The story of how a small group of frightened followers became a movement that crossed the known world.

Acts picks up where the Gospels leave off and follows what happened next. Luke, who wrote it, traces the spread of the early church from a locked room in Jerusalem outward to Samaria, Antioch, Athens, and finally Rome. It is a book of travel and trouble: shipwrecks, prison cells, riots, long arguments, and ordinary people carrying a message further than they ever expected to.

It opens at Pentecost. The followers are gathered together when the Spirit comes, and they begin to speak. What stops the crowd in its tracks is not noise but comprehension.
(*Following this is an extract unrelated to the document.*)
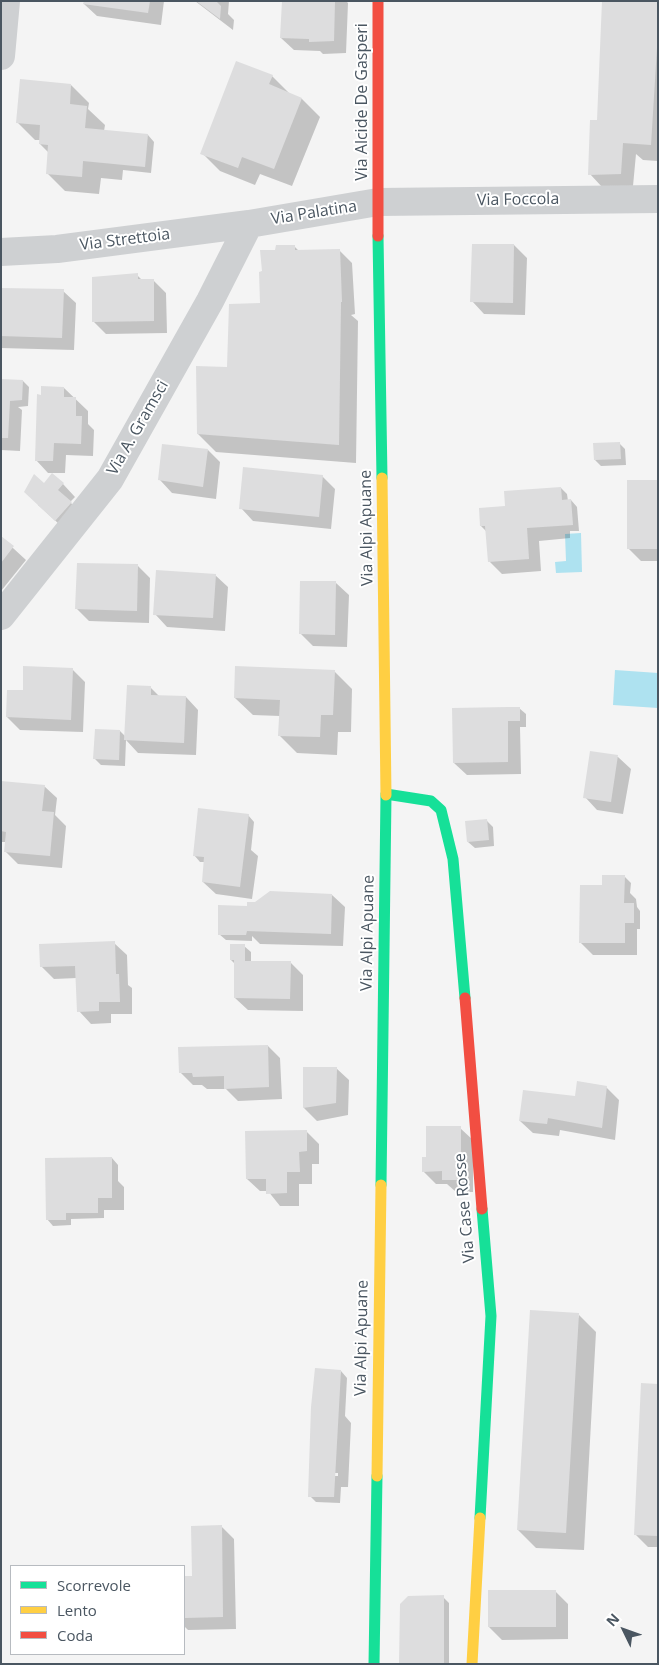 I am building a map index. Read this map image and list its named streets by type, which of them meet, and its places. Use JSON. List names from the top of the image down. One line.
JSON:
{"streets":{"main road":["Via Alcide De Gasperi","Via Alpi Apuane","Via Case Rosse"],"street":["Via Foccola","Via Palatina","Via Strettoia","Via A. Gramsci"]},"crossings":[["Via Alcide De Gasperi","Via Foccola"],["Via Alcide De Gasperi","Via Palatina"],["Via Alcide De Gasperi","Via Alpi Apuane"],["Via Foccola","Via Palatina"],["Via Foccola","Via Alpi Apuane"],["Via Palatina","Via Strettoia"],["Via Palatina","Via A. Gramsci"],["Via Palatina","Via Alpi Apuane"],["Via Strettoia","Via A. Gramsci"],["Via Alpi Apuane","Via Case Rosse"]],"legend":["Scorrevole","Lento","Coda"],"north":"top left"}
Jews from across the empire, each with a different mother tongue, hear the message in the language they grew up in. Parthians, Medes, Elamites, visitors from Rome and Egypt and Asia, all hearing the same thing in their own words.

Each one was hearing them speak in his own language.

— Acts 2:6 (ESV)

It is worth sitting with what that scene chooses. The barrier broken at Pentecost is the language barrier, and the gift is not that everyone is made to speak one tongue but that each person is met in his own. The message does not flatten the crowd into sameness; it reaches them where they already are. That instinct runs through the rest of Acts, as the church keeps crossing lines of language and culture and nation rather than asking everyone to come to it.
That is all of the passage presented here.